— Problem details —
Quote only the span from the first line of the entries to the line containing "width:36px; height:36px; display:grid;", both ends kept. Leave every picture out.

Exercise data: Begin

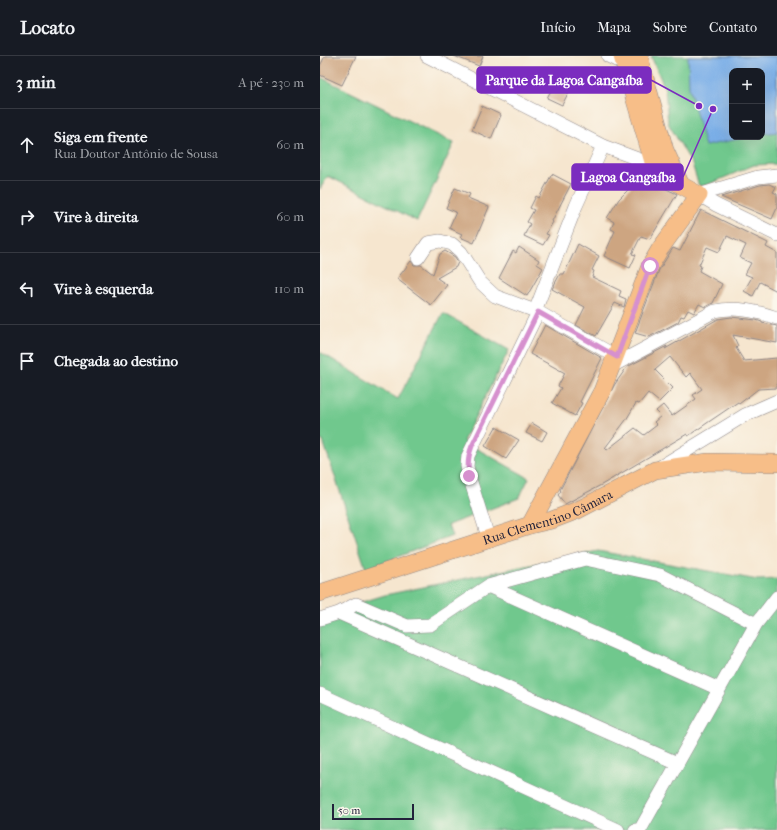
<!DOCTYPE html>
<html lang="pt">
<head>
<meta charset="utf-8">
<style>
	:root { --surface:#171b24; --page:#242831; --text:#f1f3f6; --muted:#9ea1a6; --line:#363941 }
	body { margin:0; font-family:"IM FELL French Canon",serif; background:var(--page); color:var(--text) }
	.controls { position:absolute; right:12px; top:12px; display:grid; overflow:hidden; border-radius:8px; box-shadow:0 4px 16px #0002 }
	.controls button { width:36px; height:36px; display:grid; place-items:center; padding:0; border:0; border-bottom:1px solid var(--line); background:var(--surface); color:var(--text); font:20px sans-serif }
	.scale { position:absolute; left:12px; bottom:10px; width:82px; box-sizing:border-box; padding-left:4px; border:2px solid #22223b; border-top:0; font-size:11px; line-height:14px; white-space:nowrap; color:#22223b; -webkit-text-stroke:3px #fbf7ec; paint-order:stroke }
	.stop { position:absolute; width:12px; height:12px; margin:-9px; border:3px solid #d690ce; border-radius:50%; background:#fff }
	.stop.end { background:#d690ce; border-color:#fff; box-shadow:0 1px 4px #0008 }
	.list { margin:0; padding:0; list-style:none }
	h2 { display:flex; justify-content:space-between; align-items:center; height:52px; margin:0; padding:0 16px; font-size:17px }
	h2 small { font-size:13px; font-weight:400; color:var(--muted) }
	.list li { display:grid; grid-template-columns:26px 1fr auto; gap:12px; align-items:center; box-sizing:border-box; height:72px; padding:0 16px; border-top:1px solid var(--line) }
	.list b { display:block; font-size:15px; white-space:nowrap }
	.list p { margin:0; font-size:13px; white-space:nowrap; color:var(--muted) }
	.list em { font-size:13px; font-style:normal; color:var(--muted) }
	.icon { flex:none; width:22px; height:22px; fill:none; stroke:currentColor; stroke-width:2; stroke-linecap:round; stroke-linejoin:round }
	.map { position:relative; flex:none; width:457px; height:774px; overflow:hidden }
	header { display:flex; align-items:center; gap:24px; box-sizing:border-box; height:56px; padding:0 20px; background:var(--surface); border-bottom:1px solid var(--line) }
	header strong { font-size:19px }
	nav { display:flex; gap:22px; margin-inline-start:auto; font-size:14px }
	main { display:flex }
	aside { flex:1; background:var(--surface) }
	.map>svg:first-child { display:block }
</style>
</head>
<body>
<header>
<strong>Locato</strong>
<nav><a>Início</a><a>Mapa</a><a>Sobre</a><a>Contato</a></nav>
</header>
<main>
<aside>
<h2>3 min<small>A pé · 230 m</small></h2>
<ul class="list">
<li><svg class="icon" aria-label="ahead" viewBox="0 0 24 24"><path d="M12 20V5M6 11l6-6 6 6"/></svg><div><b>Siga em frente</b><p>Rua Doutor Antônio de Sousa</p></div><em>60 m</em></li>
<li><svg class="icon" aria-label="right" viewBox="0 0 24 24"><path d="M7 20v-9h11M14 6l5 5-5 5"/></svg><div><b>Vire à direita</b></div><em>60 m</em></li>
<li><svg class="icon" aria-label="left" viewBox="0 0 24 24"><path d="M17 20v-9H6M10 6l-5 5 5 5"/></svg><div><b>Vire à esquerda</b></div><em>110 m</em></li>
<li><svg class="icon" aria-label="arrive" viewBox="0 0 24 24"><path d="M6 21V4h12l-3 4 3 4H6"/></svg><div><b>Chegada ao destino</b></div></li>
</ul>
</aside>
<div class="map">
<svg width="457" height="774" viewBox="0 0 457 774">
	<rect width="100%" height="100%" fill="#fbf7ec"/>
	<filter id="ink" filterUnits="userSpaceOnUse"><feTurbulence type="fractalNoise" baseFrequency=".025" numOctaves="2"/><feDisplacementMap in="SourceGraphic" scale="8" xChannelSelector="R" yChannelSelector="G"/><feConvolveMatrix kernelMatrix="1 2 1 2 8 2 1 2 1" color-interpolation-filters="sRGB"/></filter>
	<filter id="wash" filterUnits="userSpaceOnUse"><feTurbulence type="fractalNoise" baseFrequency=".012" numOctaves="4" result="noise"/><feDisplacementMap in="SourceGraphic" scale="16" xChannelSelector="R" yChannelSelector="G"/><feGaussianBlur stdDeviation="0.9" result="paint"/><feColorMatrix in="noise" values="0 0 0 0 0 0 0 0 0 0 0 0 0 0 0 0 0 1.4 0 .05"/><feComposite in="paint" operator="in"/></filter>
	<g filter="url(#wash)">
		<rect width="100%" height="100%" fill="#f6e6cf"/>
		<path fill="#70c88d" stroke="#497564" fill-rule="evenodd" d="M 331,0 L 457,0 L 457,108 L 434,109 L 387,129 L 379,130 L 372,108 L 348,67 L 345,33 ZM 412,15 L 442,15 L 442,81 L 412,81 Z
			M 0,21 L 134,87 L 97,165 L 8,120 L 0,133 Z
			M 123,257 L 189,294 L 143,385 L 209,422 L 199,442 L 128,469 L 132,480 L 46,513 L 3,385 L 0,384 L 0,296 L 78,343 Z
			M 278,495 L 438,524 L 457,523 L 457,774 L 0,774 L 0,559 L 65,539 Z"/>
		<path fill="#7aaee7" stroke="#4e6891" d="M 368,0 L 457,0 L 457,76 L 442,78 L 442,15 L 412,15 L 412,81 L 428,81 L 385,90 L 369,31 Z"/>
		<g id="blocks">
			<path fill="#cda581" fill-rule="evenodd" d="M 5,0 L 36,0 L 22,29 L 0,19 L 0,10 Z
				M 134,0 L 163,0 L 159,10 Z
				M 240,17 L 255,24 L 242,49 L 227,42 Z
				M 162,50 L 181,59 L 171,83 L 152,74 Z
				M 232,118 L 251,128 L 232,165 L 233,166 L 226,178 L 229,179 L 223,189 L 204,180 L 210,168 L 207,166 L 214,154 L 210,152 L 216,140 L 219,142 Z
				M 321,121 L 357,138 L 330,183 L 321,180 L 312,198 L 316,199 L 310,212 L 284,200 L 295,175 L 291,173 L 294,166 L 287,162 L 299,143 Z
				M 449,128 L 456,131 L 453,136 L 457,138 L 457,152 L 452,163 L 401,141 L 440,129 Z
				M 135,132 L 150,138 L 148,142 L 169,151 L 154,187 L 140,181 L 142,178 L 129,172 L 136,156 L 126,152 Z
				M 381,154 L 448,187 L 446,191 L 457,197 L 457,235 L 440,226 L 433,240 L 424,235 L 432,221 L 425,218 L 431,207 L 420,202 L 426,189 L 407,180 L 399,196 L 387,191 L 379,209 L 381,210 L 379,215 L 402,228 L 393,247 L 385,251 L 379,248 L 374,257 L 368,254 L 364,261 L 361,260 L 358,266 L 329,281 L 315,277 L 339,214 L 353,192 L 360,195 Z
				M 258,188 L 279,200 L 272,214 L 274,215 L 272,221 L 301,235 L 299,240 L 306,243 L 304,251 L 295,247 L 276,280 L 256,269 L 265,251 L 232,233 L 240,218 L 244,218 Z
				M 199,191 L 219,204 L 217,208 L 223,212 L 207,240 L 179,222 L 193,195 L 196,197 Z
				M 125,195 L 135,201 L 138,206 L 136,211 L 117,222 L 127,229 L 111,249 L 77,223 L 91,205 L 94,209 L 101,209 L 113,218 L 120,198 Z
				M 411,261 L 436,264 L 442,266 L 442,267 L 457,270 L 457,287 L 413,279 L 418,290 L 416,292 L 424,305 L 457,302 L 457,332 L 438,333 L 419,348 L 418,346 L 368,380 L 367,378 L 283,428 L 245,448 L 238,439 L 241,435 L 240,434 L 295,328 L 307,311 L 347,290 L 345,293 L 398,263 ZM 350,301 L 366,321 L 370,317 L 382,333 L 373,339 L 376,343 L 352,360 L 343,349 L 336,355 L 341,360 L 334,366 L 337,369 L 324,379 L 315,372 L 287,394 L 285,392 L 306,364 L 316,347 L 319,348 L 328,337 L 339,346 L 353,332 L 335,314 Z
				M 225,269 L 282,302 L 260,346 L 262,347 L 255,360 L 232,347 L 241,332 L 238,330 L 245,317 L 210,298 Z
				M 212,367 L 227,376 L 222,385 L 206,377 Z
				M 176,371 L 199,384 L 186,403 L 165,390 Z"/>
		</g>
	</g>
	<g filter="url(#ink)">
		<use href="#blocks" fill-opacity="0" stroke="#8c8485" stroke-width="1"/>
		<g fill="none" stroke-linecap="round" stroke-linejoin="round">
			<defs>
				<path id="minor" d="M 107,0 L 283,90 L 334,109
					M 288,0 L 304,8
					M 379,139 L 396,149 L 457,179
					M 379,139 L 438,121 L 457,119
					M 98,202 L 108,187 L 120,185 L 132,188 L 141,196 L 160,226 L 175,240 L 218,256 L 297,301
					M 294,309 L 395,255 C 416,250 437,255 457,262
					M 340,411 L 425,359 L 457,345
					M 169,484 L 149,420 L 147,410 L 148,400 L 218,256 L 217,250 L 256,150 L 283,90
					M 168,530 L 399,633
					M 19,557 L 357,707
					M 0,563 L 19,557 L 36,548 L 87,570 L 110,569 L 168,530 L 265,503 L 340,519 L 436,568
					M 0,638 L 298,774
					M 315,774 L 320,774 L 436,568 L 457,541"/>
				<g id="major">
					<path d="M 319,0 L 345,94 L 361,129"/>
					<path d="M 210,469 L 282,335 L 330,210 L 340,193 L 379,139 L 345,120 L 334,109 L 302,0"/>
					<path id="s1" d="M 0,537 L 210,469 L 232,464 L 258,454 L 335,414 L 388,406 L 457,407"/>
				</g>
			</defs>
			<use href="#minor" stroke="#8c8485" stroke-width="14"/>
			<use href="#major" stroke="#8c8485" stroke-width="18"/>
			<use href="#minor" stroke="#fff" stroke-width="13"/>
			<use href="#major" stroke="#f7be88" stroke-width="17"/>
		</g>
	</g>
	<g fill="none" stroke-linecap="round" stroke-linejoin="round" filter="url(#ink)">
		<path stroke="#d690ce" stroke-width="5" d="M 149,420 C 147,408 148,400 152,390 L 218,256 L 297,301 L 330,210"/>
	</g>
	<g text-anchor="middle" stroke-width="4" stroke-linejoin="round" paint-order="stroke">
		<g font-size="13" fill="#22223b" stroke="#fbf7ec">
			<text dy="5" stroke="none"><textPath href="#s1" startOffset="240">Rua Clementino Câmara</textPath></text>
		</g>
	</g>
	<path fill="none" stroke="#7b2cbf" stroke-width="1.5" d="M379 50L331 24M393 53L363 121"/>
	<g fill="#7b2cbf" stroke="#fbf7ec" stroke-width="1.5">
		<circle cx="379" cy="50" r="4"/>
		<circle cx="393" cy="53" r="4"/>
	</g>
	<g fill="#7b2cbf" stroke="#7b2cbf" stroke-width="1.5">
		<rect x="157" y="11" width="174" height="26" rx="4"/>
		<rect x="252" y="108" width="111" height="26" rx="4"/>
	</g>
	<g font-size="14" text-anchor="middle" font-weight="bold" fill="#fff">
		<text x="244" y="29">Parque da Lagoa Cangaíba</text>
		<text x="308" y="126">Lagoa Cangaíba</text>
	</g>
</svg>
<div class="controls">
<button>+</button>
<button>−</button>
</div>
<div class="scale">50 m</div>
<div class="stop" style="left:330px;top:210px"></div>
<div class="stop end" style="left:149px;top:420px"></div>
</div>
</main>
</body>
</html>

Exercise data: End

— Written reply —
<!DOCTYPE html>
<html lang="pt">
<head>
<meta charset="utf-8">
<style>
	:root { --surface:#171b24; --page:#242831; --text:#f1f3f6; --muted:#9ea1a6; --line:#363941 }
	body { margin:0; font-family:"IM FELL French Canon",serif; background:var(--page); color:var(--text) }
	.controls { position:absolute; right:12px; top:12px; display:grid; overflow:hidden; border-radius:8px; box-shadow:0 4px 16px #0002 }
	.controls button { width:36px; height:36px; display:grid; place-items:center; padding:0; border:0; border-bottom:1px solid var(--line); background:var(--surface); color:var(--text); font:20px sans-serif }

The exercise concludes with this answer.